Peeking out from behind a broomstick in a print is
the artist’s daughter. Quiambao tells me that her daughter chose that movement
intuitively, without instructions. In Mother dreams on a stone,
an equally pathos-loaden print, the artist’s mother rests on the floor, her
head resting on a stone, one hand extended towards us into the foreground of
the image. Here, the crinkly chocolate-wrapper foil blanket gently covers her.

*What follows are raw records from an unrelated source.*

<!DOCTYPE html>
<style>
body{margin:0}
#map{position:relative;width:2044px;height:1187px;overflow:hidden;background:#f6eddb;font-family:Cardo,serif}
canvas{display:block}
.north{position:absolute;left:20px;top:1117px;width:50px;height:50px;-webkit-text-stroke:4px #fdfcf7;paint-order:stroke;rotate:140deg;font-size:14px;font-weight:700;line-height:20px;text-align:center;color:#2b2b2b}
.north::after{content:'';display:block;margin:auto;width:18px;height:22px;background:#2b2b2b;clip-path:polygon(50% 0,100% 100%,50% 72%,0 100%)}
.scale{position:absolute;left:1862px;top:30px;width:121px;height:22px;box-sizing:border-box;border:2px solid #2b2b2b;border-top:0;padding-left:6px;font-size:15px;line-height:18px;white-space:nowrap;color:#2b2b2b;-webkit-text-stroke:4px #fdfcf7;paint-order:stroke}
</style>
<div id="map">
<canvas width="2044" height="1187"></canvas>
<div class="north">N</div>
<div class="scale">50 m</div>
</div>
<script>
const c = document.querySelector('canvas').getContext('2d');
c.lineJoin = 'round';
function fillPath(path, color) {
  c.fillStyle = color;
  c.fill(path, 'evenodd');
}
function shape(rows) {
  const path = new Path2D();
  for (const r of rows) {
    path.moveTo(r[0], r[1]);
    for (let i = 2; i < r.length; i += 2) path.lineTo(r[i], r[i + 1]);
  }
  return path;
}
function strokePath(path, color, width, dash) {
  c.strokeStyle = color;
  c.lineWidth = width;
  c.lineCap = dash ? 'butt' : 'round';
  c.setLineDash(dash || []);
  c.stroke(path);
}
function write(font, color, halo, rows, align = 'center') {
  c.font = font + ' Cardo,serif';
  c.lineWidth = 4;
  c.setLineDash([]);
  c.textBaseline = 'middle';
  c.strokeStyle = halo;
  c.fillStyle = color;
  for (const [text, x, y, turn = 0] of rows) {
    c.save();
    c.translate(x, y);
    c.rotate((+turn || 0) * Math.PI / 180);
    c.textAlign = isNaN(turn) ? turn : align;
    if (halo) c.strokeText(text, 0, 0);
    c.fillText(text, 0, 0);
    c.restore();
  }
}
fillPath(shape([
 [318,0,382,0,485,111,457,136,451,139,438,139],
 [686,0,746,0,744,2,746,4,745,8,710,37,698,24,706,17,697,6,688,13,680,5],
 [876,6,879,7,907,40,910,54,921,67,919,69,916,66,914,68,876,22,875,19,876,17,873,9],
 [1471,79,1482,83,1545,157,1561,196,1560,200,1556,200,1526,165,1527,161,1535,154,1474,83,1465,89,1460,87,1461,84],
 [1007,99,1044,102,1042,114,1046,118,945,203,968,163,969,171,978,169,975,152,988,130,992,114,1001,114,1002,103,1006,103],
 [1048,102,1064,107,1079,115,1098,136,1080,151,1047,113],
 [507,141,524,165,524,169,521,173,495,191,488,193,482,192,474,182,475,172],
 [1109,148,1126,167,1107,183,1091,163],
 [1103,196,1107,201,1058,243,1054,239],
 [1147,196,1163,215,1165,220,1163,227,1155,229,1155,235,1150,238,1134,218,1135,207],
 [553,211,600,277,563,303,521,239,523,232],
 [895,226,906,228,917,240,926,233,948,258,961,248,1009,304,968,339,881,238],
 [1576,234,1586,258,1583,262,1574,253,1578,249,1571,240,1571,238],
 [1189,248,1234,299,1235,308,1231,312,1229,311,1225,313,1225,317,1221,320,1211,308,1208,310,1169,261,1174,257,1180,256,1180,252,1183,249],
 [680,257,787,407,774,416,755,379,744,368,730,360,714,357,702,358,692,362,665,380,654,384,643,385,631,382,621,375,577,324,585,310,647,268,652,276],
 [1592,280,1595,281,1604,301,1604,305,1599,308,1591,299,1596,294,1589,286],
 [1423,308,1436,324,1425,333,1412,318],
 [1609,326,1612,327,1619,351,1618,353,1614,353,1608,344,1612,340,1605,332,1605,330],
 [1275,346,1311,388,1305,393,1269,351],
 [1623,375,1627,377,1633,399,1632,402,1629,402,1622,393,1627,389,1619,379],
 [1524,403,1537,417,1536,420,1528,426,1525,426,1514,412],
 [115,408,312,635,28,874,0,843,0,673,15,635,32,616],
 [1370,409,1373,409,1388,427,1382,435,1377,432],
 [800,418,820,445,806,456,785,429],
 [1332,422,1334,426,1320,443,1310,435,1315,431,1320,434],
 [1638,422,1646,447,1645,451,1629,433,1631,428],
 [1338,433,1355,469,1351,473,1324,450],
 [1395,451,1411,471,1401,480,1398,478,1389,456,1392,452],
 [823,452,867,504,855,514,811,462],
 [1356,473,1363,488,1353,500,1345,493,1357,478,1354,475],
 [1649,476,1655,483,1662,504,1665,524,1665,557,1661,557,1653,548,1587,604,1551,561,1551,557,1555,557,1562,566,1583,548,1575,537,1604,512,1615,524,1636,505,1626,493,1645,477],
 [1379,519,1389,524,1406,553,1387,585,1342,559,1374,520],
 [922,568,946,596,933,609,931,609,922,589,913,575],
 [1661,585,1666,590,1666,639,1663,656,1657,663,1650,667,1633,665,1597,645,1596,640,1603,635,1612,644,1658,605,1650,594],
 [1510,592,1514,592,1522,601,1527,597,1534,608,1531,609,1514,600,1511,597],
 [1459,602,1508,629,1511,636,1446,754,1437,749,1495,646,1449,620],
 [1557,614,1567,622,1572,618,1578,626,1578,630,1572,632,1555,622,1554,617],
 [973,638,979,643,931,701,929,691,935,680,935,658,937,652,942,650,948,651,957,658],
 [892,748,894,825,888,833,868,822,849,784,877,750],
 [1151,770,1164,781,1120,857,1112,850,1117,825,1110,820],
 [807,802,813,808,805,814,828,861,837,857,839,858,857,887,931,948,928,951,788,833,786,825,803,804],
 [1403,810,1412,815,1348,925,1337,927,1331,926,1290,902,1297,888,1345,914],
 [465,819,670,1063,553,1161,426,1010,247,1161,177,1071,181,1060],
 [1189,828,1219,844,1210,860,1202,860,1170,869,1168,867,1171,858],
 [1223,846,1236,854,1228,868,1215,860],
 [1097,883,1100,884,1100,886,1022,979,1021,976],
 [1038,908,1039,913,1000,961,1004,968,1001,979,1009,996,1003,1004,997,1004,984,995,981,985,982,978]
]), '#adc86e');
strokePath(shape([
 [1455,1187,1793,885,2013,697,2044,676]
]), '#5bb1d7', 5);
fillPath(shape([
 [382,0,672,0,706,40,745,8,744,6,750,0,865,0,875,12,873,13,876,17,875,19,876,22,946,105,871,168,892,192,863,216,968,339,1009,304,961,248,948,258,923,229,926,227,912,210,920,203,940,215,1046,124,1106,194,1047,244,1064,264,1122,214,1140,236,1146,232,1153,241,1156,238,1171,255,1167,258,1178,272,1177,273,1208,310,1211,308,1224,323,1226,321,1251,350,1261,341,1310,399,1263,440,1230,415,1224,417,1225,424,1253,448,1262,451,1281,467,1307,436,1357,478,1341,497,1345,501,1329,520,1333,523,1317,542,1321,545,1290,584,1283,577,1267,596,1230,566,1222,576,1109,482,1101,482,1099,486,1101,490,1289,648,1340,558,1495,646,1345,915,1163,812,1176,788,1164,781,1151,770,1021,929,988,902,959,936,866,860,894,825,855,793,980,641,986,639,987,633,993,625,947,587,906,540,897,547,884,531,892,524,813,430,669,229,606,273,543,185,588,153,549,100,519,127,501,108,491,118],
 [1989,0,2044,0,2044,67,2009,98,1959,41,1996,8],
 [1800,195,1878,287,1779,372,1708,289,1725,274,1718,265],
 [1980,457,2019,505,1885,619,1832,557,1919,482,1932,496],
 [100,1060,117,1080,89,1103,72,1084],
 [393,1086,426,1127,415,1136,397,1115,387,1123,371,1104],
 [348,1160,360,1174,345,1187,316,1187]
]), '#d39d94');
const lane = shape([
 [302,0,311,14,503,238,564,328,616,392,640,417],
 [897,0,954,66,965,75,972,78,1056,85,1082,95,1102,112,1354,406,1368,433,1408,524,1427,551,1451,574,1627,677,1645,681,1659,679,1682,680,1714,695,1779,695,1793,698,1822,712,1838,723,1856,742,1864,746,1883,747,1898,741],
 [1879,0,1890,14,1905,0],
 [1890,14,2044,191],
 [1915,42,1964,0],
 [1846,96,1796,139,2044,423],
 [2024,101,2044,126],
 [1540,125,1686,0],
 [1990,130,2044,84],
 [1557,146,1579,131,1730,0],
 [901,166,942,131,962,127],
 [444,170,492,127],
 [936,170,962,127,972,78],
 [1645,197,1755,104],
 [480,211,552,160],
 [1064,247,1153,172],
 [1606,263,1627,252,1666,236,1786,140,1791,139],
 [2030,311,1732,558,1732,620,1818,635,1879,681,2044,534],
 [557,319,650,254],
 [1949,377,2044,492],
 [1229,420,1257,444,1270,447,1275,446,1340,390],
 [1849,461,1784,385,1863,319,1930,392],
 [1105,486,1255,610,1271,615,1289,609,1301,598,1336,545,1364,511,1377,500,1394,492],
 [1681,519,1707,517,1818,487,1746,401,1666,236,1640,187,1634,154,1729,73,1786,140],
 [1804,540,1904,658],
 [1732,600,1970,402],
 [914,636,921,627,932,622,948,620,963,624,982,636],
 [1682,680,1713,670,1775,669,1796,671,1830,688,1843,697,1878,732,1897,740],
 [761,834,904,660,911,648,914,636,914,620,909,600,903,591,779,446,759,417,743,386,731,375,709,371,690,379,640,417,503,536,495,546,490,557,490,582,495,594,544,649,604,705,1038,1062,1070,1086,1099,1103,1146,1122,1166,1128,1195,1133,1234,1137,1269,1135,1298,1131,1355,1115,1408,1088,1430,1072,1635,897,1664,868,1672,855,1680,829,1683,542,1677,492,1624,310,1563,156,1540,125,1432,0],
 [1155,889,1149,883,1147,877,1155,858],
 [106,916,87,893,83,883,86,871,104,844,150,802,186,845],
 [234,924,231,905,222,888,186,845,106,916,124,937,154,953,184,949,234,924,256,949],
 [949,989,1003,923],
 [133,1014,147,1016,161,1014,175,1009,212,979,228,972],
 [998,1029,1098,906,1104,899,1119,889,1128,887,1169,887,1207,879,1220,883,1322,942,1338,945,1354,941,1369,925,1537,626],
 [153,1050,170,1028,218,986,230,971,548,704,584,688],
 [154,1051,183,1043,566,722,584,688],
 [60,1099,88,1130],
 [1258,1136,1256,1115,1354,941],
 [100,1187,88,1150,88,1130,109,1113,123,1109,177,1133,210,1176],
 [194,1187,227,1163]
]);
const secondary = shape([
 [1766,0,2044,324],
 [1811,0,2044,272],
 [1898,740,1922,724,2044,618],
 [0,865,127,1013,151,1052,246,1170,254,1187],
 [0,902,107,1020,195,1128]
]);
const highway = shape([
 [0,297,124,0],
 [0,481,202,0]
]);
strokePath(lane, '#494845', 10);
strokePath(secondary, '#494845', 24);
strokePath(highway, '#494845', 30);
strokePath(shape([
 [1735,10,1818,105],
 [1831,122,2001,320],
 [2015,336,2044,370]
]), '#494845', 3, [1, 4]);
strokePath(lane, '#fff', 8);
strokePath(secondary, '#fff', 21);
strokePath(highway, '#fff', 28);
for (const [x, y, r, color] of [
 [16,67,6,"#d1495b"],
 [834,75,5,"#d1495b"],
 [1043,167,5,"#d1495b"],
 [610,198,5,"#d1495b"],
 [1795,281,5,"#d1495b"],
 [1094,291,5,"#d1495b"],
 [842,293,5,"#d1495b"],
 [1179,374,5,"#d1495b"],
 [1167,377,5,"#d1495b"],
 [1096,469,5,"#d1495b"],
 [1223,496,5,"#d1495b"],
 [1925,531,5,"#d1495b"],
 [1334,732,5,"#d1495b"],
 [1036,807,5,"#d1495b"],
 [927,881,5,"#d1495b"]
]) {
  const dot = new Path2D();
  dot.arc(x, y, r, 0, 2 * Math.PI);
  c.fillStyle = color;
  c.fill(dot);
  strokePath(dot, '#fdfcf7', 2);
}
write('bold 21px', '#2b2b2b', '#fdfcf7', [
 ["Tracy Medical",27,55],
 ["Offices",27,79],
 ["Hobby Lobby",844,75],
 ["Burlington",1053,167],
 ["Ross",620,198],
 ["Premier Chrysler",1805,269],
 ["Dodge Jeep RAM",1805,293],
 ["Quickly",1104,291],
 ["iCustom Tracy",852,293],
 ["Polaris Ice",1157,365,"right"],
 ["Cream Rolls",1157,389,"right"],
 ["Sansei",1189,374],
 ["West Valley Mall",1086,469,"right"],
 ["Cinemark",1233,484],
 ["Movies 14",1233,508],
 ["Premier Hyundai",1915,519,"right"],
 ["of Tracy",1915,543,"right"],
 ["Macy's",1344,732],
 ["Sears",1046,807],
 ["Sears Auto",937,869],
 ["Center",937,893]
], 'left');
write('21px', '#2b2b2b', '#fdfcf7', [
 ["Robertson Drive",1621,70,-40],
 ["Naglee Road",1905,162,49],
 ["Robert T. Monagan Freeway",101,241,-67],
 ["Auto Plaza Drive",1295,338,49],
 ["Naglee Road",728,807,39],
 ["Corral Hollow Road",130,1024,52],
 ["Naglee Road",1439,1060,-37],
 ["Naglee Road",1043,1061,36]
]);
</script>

The scene is beautiful; careful shadows, her outstretched beckoning or offering
hand, her piercing eyes. The artist describes the scene to me as ‘like a sculptural arrangement including a
person.’
***
The excess of a regime.
Imelda Marcos was the First Lady of the Philippines
from 1965 to 1986. Alongside her
husband, she stole billions of pesos from the poverty-stricken people of her
country. Imelda is well-known for having over 3000 pairs of shoes; shoes that
now reside in a public museum for public ogling. Allegedly, the real number of
shoes was closer to 1700, as revealed by a magazine last decade. Darkly
incomprehensible and staggering regardless – but oddly, no one has pointed out
that 1700 pairs (with two shoes in each) is more than 3000 individual
shoes.
A sense of home
Amongst vivid prints depicting alien-looking
flowers, bright fruits and sporting ephemera, Keana Mislang wears an
embellished terno (a traditional Filipino dress) that belonged to the
artist’s mother. She is holding an Anthurium
flower. Anthuriums are favoured domestic items –
houseplants – toxic to both pets and kids. The chemical compound calcium
oxalate is the main culprit; this same compound causes a majority of kidney
stones, which commonly occur in diets containing highly processed or ‘junk’
foods.
What is kept, what is treasured, replaced,
discarded…
The varied sizes of the printed works plus the
personal touches present in cultural objects from Quiambao’s life give a
touching register to this exhibition. Many viewers will relate to the
generational narrative of migration and its emotional resonances, if from their
own cultural backgrounds. Quiambao reconsiders the magnitudes that
otherwise-ignorable quotidian objects can accumulate in our emotions and
memories: it matters here but not there, this one is fraught, this one
happy.
A poem, a mope.
Objects, like words, can retune our attention to
that which is not immediately decipherable, or haptic – despite of course, that
the main function of language is that it is theoretically
able-to-be-understood by an other. Within each fullstopped sentence
in the above collage-poem ‘Largely, regally…’ the words are
anagrams of their siblings. They mean only in connection with each
other, and when tethered to visual elements in Quiambao’s works: the colour
gold, the quality of longing, the domestic shapes and objects contained
(cutlery, plates, melons) and their suggestions of home, habit. Some are
irreverently intentioned (idolise doilies, amenity anytime) pointing out
consumer-culture’s latent strangeness. This tacit register operates somewhat
akin to Quiambao’s works – but her artistry embeds us on a far larger scale, a
visual one, of time, colour, shape. We may know of all the letters, but the
arrangement accumulates a new kind of significance. Let us grasp it.